**Your goal:** Reproduce nothing but the lines from the start of the material through the line that includes "0 #565f6c) drop-shadow(-2px", both ends included, and omit every picture.
* * * *
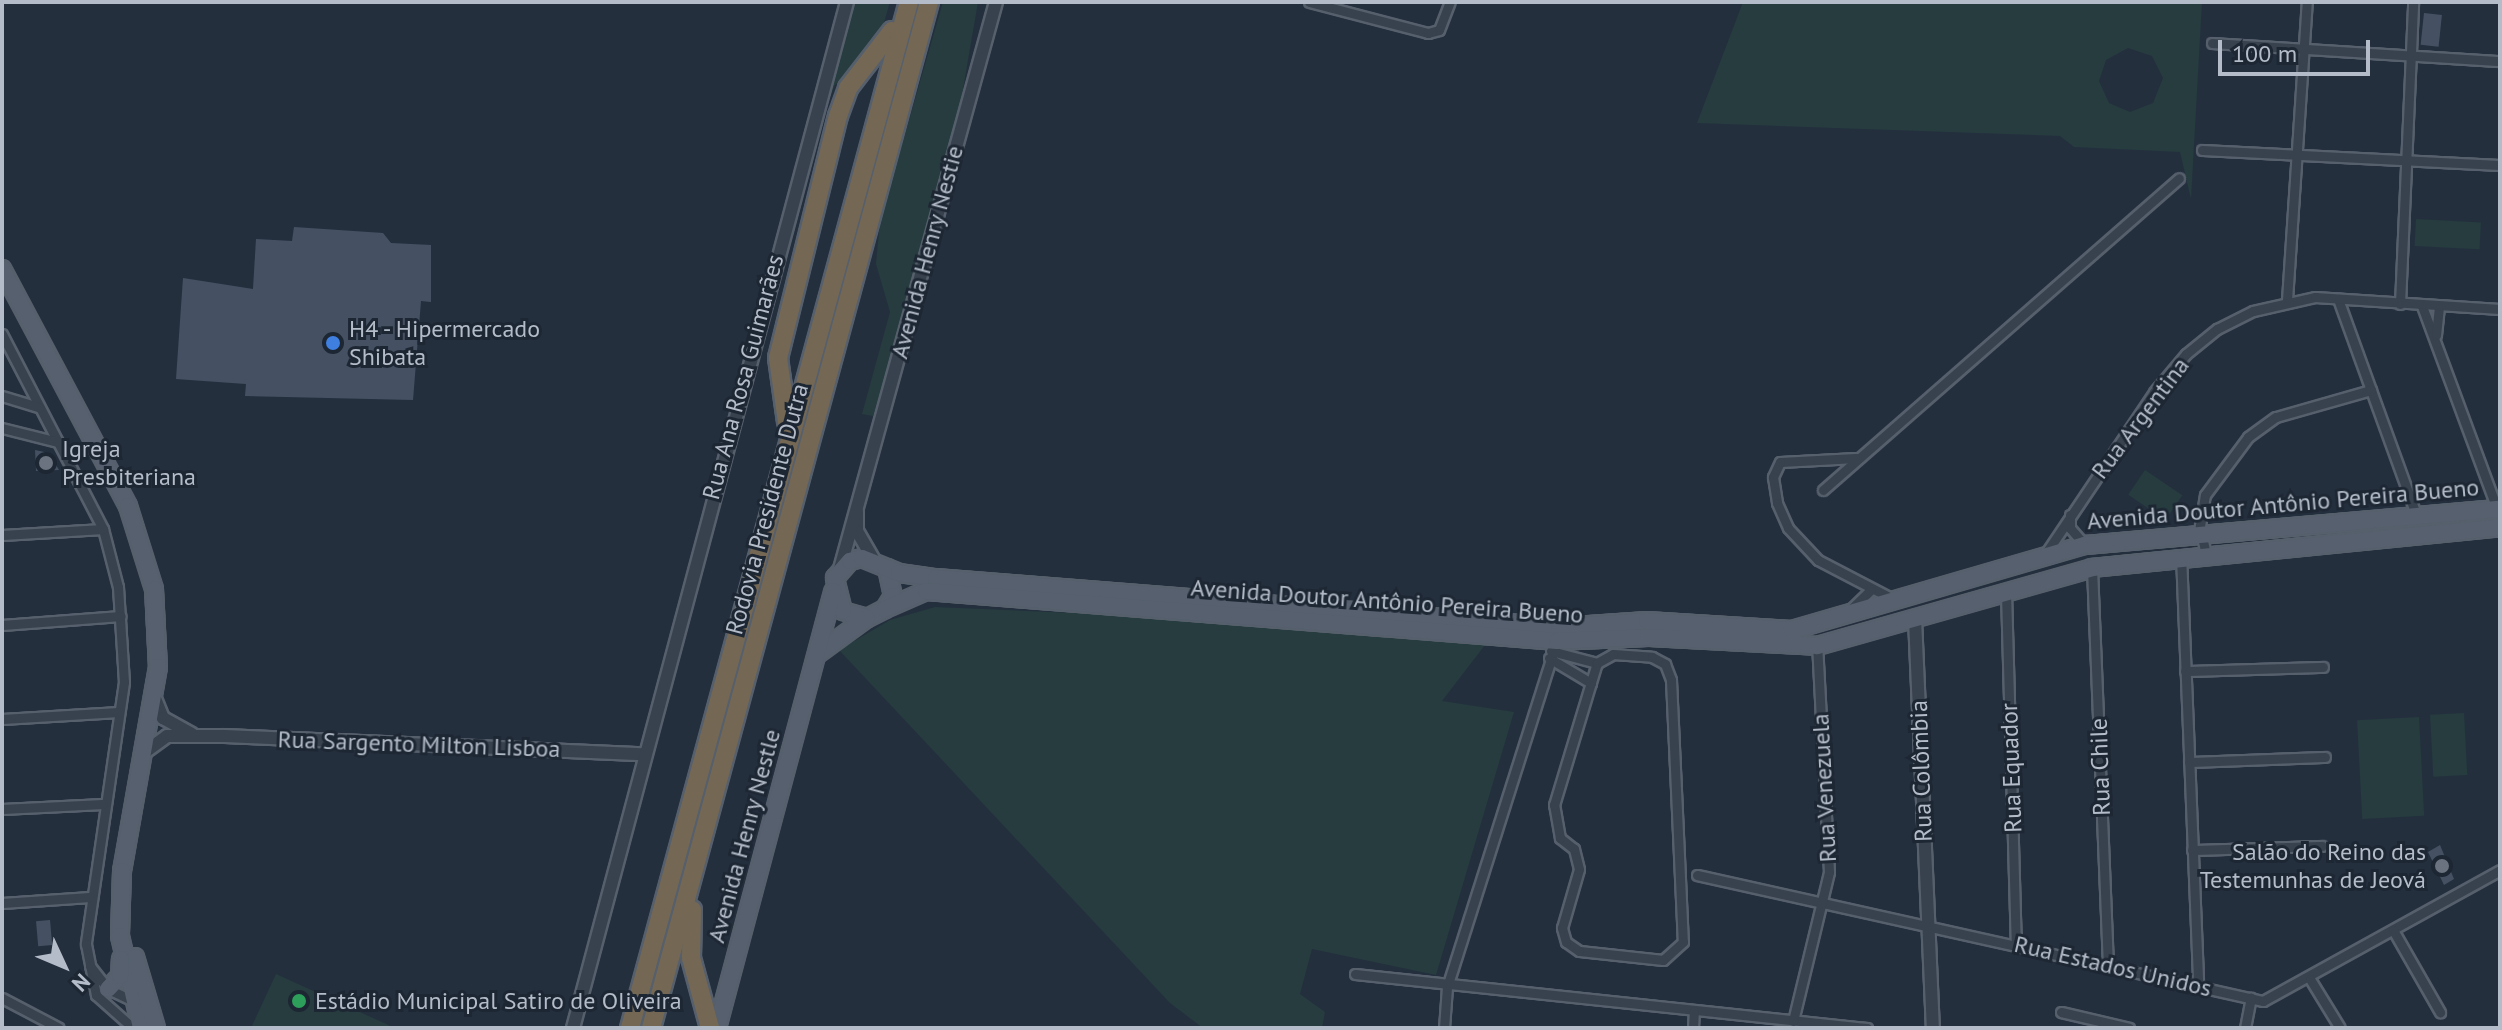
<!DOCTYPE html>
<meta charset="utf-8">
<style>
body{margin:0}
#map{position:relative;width:2502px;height:1030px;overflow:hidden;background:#242f3e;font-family:"PT Sans",sans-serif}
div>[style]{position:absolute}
.green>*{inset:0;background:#263c3f;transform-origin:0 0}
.building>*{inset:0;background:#455162;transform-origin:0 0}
.roads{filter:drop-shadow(2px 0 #565f6c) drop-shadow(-2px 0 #565f6c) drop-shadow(0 2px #565f6c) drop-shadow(0 -2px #565f6c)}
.minor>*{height:9px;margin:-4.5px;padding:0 4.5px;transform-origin:4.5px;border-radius:4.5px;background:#38414e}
.tertiary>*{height:12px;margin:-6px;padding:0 6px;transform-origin:6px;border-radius:6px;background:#38414e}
.primary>*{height:16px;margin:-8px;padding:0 8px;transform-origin:8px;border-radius:8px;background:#56606e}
.motorway>*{height:18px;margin:-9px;padding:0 9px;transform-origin:9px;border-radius:9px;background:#746855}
.dots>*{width:22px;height:22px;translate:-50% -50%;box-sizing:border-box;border:4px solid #1d2633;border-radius:50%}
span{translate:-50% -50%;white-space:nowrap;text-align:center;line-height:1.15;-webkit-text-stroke:6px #1d2633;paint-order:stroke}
.street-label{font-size:24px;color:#b4bcc9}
.poi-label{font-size:24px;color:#b4bcc9}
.left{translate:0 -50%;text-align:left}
.right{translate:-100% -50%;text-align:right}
.frame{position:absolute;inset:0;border:4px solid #b4bcc9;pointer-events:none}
.north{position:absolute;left:24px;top:926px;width:80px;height:80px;-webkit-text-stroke:6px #1d2633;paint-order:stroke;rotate:134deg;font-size:22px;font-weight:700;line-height:32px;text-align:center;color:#b4bcc9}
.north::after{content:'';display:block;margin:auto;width:28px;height:36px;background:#b4bcc9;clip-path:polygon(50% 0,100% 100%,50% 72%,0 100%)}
.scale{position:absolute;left:2218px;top:40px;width:152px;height:36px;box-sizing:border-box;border:4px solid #b4bcc9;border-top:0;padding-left:10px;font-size:24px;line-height:28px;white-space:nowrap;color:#b4bcc9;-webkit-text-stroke:6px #1d2633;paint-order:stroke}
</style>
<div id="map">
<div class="green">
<div style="clip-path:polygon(850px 2px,890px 2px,878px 43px,835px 85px,826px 107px)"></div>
<div style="clip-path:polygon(943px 2px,978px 2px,947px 182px,873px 416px,862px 414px,890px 312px,876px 264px,880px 221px)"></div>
<div style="clip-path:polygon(evenodd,1743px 2px,2202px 2px,2191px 199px,2180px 152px,2074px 147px,2060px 136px,1697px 123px,1743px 2px,2128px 48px,2152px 56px,2163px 78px,2153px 103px,2130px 112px,2109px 103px,2099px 81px,2106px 60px,2128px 48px)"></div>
<div style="left:2416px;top:219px;width:65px;height:27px;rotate:3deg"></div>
<div style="left:2145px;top:470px;width:45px;height:30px;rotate:34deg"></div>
<div style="clip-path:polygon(935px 607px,1167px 617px,1485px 645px,1442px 701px,1514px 712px,1436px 975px,1312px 949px,1300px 994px,1325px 1012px,1322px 1028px,1203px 1028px,1170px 1003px,839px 650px,890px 620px)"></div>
<div style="left:2464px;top:713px;width:62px;height:34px;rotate:87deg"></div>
<div style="left:2419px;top:717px;width:99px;height:62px;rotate:87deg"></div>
<div style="clip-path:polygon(276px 974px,395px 1028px,251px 1028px)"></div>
</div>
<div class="building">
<div style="left:2424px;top:13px;width:18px;height:32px;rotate:6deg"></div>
<div style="clip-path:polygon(294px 227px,383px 233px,391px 243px,431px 245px,431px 302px,421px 301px,413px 400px,245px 396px,246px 384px,176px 379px,183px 278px,253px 289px,256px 239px,292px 241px)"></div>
<div style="clip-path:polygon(35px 450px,49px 453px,59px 470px,36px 471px)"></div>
<div style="clip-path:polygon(2440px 845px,2454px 879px,2444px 885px,2428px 852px)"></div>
<div style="left:50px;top:920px;width:25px;height:14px;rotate:85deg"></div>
</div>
<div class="roads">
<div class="minor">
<div style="left:1309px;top:2px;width:123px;rotate:14.6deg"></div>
<div style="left:1428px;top:33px;width:11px;rotate:-15deg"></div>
<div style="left:1439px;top:30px;width:30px;rotate:-69deg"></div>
<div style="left:2212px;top:43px;width:289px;rotate:3.6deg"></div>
<div style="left:2202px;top:150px;width:298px;rotate:2.9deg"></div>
<div style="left:2338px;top:299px;width:232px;rotate:70.1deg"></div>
<div style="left:2287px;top:300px;width:299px;rotate:-86.2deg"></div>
<div style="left:2400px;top:304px;width:302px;rotate:-87.5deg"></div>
<div style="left:2422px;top:306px;width:216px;rotate:69.7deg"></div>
<div style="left:2px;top:334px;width:220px;rotate:62.6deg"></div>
<div style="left:103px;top:529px;width:60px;rotate:75.5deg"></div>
<div style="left:118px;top:587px;width:95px;rotate:86.4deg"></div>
<div style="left:124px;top:682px;width:265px;rotate:98.3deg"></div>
<div style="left:86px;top:944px;width:52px;rotate:78.9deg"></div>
<div style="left:96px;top:995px;width:50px;rotate:41.7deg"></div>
<div style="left:2436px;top:335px;width:29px;rotate:-84deg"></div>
<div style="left:2px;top:396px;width:39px;rotate:17deg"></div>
<div style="left:2px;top:428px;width:58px;rotate:14deg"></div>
<div style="left:1856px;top:458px;width:76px;rotate:177deg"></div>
<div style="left:1780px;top:462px;width:17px;rotate:115deg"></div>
<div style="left:1773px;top:477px;width:26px;rotate:81deg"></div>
<div style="left:1777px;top:503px;width:27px;rotate:66deg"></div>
<div style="left:1788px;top:528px;width:44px;rotate:46.8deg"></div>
<div style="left:1818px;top:560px;width:85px;rotate:27.5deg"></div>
<div style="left:1823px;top:490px;width:473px;rotate:-41.2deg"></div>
<div style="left:2070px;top:515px;width:13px;rotate:90deg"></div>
<div style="left:2070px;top:528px;width:23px;rotate:49deg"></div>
<div style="left:2px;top:535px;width:101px;rotate:-3.4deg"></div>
<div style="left:2181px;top:555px;width:431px;rotate:87.7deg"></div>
<div style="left:2206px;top:555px;width:30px;rotate:-102deg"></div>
<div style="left:2200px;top:526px;width:31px;rotate:-81deg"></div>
<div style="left:2205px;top:495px;width:72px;rotate:-53.4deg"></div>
<div style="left:2248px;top:437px;width:34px;rotate:-36deg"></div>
<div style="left:2276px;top:417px;width:99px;rotate:-15.9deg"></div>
<div style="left:2044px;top:556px;width:197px;rotate:-56.1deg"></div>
<div style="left:2154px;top:392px;width:50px;rotate:-49.9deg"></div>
<div style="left:2186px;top:354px;width:40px;rotate:-39deg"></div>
<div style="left:2217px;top:329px;width:40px;rotate:-26.6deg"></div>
<div style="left:2253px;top:311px;width:64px;rotate:-12.7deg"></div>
<div style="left:2315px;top:297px;width:185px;rotate:3.7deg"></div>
<div style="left:2092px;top:568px;width:398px;rotate:87.7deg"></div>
<div style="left:2006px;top:592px;width:352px;rotate:88.4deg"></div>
<div style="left:1850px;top:610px;width:29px;rotate:-44deg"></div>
<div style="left:2px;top:625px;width:119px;rotate:-4.3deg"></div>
<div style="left:1551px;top:651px;width:48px;rotate:14.6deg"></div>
<div style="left:1613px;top:654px;width:39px;rotate:4deg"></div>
<div style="left:1652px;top:657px;width:15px;rotate:28deg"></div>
<div style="left:1665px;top:664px;width:17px;rotate:69deg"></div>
<div style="left:1671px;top:680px;width:262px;rotate:87.4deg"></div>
<div style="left:1683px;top:942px;width:27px;rotate:138deg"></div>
<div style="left:1663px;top:960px;width:84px;rotate:-173.9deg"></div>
<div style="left:1579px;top:951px;width:16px;rotate:-145deg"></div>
<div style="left:1566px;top:942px;width:15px;rotate:-106deg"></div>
<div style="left:1562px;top:928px;width:61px;rotate:-73.9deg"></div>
<div style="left:1579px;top:869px;width:21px;rotate:-104deg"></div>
<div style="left:1574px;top:849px;width:18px;rotate:-142deg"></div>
<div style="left:1560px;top:838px;width:34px;rotate:-100deg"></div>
<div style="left:1554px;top:805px;width:148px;rotate:-73.2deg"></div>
<div style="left:1597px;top:663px;width:18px;rotate:-29deg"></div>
<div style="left:1549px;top:658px;width:49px;rotate:30.8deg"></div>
<div style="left:2185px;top:671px;width:138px;rotate:-1.7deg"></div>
<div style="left:2px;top:719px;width:117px;rotate:-3.4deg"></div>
<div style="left:2189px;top:762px;width:136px;rotate:-2.1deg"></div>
<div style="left:2px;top:809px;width:101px;rotate:-2.8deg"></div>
<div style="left:2192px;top:850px;width:130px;rotate:-1.8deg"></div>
<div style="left:1697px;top:875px;width:580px;rotate:12.55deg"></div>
<div style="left:2263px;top:1001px;width:271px;rotate:-28.9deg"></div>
<div style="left:2px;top:903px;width:88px;rotate:-3.9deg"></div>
<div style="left:2393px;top:930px;width:95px;rotate:60.2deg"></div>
<div style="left:90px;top:966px;width:29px;rotate:52deg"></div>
<div style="left:108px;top:989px;width:31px;rotate:25deg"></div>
<div style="left:1355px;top:974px;width:515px;rotate:6.02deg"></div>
<div style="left:2310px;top:979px;width:57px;rotate:58.5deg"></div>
<div style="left:2px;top:998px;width:64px;rotate:27.8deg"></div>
<div style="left:2061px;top:1012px;width:70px;rotate:13.2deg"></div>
<div style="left:1793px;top:1021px;width:153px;rotate:-76.4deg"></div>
<div style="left:1829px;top:872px;width:226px;rotate:-93deg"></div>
<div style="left:1444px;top:1028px;width:41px;rotate:-85.8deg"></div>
<div style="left:1447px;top:987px;width:363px;rotate:-72.4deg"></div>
<div style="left:1693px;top:1028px;width:17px;rotate:-87deg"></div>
<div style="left:2245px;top:1028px;width:31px;rotate:-79deg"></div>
</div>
<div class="tertiary">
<div style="left:857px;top:512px;width:19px;rotate:90deg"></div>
<div style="left:857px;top:531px;width:34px;rotate:60deg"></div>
<div style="left:840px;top:569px;width:588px;rotate:-74.62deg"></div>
<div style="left:1915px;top:619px;width:409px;rotate:87.5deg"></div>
<div style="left:154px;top:696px;width:24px;rotate:68deg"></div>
<div style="left:163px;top:718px;width:33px;rotate:29deg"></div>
<div style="left:141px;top:755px;width:32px;rotate:-36deg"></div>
<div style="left:167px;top:736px;width:58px"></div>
<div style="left:225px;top:736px;width:417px;rotate:2.5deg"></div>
<div style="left:573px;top:1028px;width:1062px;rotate:-75.05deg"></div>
</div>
<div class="primary">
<div style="left:2px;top:269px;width:268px;rotate:62deg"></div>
<div style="left:128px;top:506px;width:87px;rotate:72.6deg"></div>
<div style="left:154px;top:589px;width:78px;rotate:87.1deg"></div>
<div style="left:158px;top:667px;width:207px;rotate:100deg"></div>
<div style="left:122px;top:871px;width:65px;rotate:91.8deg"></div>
<div style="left:120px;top:936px;width:94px;rotate:77.1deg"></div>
<div style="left:887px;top:568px;width:29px;rotate:78deg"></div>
<div style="left:893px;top:596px;width:15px;rotate:122deg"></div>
<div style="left:885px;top:609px;width:20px;rotate:153deg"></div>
<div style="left:867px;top:618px;width:25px;rotate:-164deg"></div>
<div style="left:843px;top:611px;width:34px;rotate:-104deg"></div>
<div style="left:835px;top:578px;width:23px;rotate:-49deg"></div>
<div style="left:850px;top:561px;width:12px;rotate:-14deg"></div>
<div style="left:862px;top:558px;width:40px;rotate:22deg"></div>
<div style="left:899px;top:573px;width:37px;rotate:8deg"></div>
<div style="left:936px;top:578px;width:625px;rotate:4.5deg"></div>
<div style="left:1559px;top:627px;width:88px;rotate:-3.9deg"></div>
<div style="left:1647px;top:621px;width:145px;rotate:3.6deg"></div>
<div style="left:1792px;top:630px;width:305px;rotate:-16.2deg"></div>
<div style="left:2085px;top:545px;width:417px;rotate:-5deg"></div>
<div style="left:885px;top:609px;width:45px;rotate:-23.7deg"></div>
<div style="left:926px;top:591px;width:633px;rotate:4.53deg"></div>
<div style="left:1557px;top:641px;width:91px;rotate:-2.5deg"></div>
<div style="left:1648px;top:637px;width:169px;rotate:3deg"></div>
<div style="left:1817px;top:646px;width:286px;rotate:-15.8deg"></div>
<div style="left:2092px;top:568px;width:410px;rotate:-5.7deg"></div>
<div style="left:819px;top:653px;width:59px;rotate:-36.1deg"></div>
<div style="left:135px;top:957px;width:74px;rotate:73.5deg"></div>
<div style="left:108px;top:989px;width:18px;rotate:-47deg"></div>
<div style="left:120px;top:976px;width:17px;rotate:-87deg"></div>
<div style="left:717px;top:1028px;width:452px;rotate:-75.1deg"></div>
</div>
<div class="motorway">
<div style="left:787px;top:422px;width:65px;rotate:-98deg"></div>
<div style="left:778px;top:358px;width:249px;rotate:-76.1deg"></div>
<div style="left:838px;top:116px;width:30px;rotate:-70deg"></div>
<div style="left:848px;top:88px;width:72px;rotate:-52.3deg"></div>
<div style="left:692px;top:910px;width:48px;rotate:91.2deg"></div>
<div style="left:691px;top:958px;width:73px;rotate:74.8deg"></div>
<div style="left:630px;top:1028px;width:1063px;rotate:-74.79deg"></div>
<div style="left:651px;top:1028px;width:1063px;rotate:-74.84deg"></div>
</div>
</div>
<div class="dots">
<div style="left:333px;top:343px;background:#3f7fe0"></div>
<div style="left:46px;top:463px;background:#6b7280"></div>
<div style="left:2442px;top:866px;background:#6b7280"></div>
<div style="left:299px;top:1001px;background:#2e9e5b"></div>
</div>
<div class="street-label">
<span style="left:927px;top:252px;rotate:-75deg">Avenida Henry Nestie</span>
<span style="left:743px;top:377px;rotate:-75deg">Rua Ana Rosa Guimarães</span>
<span style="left:2140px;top:418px;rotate:-53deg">Rua Argentina</span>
<span style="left:2283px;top:504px;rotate:-5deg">Avenida Doutor Antônio Pereira Bueno</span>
<span style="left:767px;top:509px;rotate:-75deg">Rodovia Presidente Dutra</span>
<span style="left:1387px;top:601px;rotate:4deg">Avenida Doutor Antônio Pereira Bueno</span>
<span style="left:419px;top:744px;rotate:2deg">Rua Sargento Milton Lisboa</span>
<span style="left:2100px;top:767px;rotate:-92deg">Rua Chile</span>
<span style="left:2011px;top:768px;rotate:-92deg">Rua Equador</span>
<span style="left:1921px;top:771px;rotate:-92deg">Rua Colômbia</span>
<span style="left:1824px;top:788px;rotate:-93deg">Rua Venezuela</span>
<span style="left:744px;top:836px;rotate:-75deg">Avenida Henry Nestle</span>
<span style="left:2113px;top:966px;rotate:13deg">Rua Estados Unidos</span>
</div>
<div class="poi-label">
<span class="left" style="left:349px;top:343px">H4 - Hipermercado<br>Shibata</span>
<span class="left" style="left:62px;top:463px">Igreja<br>Presbiteriana</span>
<span class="right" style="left:2426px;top:866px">Salão do Reino das<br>Testemunhas de Jeová</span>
<span class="left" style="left:315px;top:1001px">Estádio Municipal Satiro de Oliveira</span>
</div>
<div class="frame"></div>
<div class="north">N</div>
<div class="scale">100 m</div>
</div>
* * * *
**The completed task:**
<!DOCTYPE html>
<meta charset="utf-8">
<style>
body{margin:0}
#map{position:relative;width:2502px;height:1030px;overflow:hidden;background:#242f3e;font-family:"PT Sans",sans-serif}
div>[style]{position:absolute}
.green>*{inset:0;background:#263c3f;transform-origin:0 0}
.building>*{inset:0;background:#455162;transform-origin:0 0}
.roads{filter:drop-shadow(2px 0 #565f6c) drop-shadow(-2px 0 #565f6c) drop-shadow(0 2px #565f6c) drop-shadow(0 -2px #565f6c)}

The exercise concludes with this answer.